The Beach

I grew up 45 minutes from the beach on the marsh of the Broad River. Every Saturday from March-October for most of my childhood, Mom would pack sandwiches and Cokes and Little Debbies into a cooler and Dad would take my brother and I out in his 12’ aluminum johnboat for the day. We’d come back in time for dinner, giving my stay-at-home mom some much needed hours of quiet and the three of us some much needed time together. Once or twice a summer, we’d stand in the dining room while Mom slathered us with sun screen, fish out our sandals and plastic pales, load up another packed cooler, and head to the beach.

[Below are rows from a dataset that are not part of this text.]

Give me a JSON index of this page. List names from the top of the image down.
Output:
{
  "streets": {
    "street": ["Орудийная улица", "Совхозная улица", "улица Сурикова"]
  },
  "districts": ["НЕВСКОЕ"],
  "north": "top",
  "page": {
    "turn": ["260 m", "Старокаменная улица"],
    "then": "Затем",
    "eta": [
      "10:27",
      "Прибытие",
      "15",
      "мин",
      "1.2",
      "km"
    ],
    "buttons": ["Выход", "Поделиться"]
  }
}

I was my mom’s sun baby. I could tan sitting by a sunny window and my hair was always bleached blonde by the sun. I loved being outdoors, loved the boat, and loved the beach and ocean. Although not a very strong swimmer, I knew my limits and important coastal skills like how to escape rip currents (swim parallel to the shore until you swim outside the current’s grasp, then swim back in; otherwise, you’ll tire yourself out trying to swim toward shore against the rip current and you’ll drown), and what to do about jellyfish stings (sprinkle meat tenderizer directly on the wound; DO NOT RINSE WITH WATER).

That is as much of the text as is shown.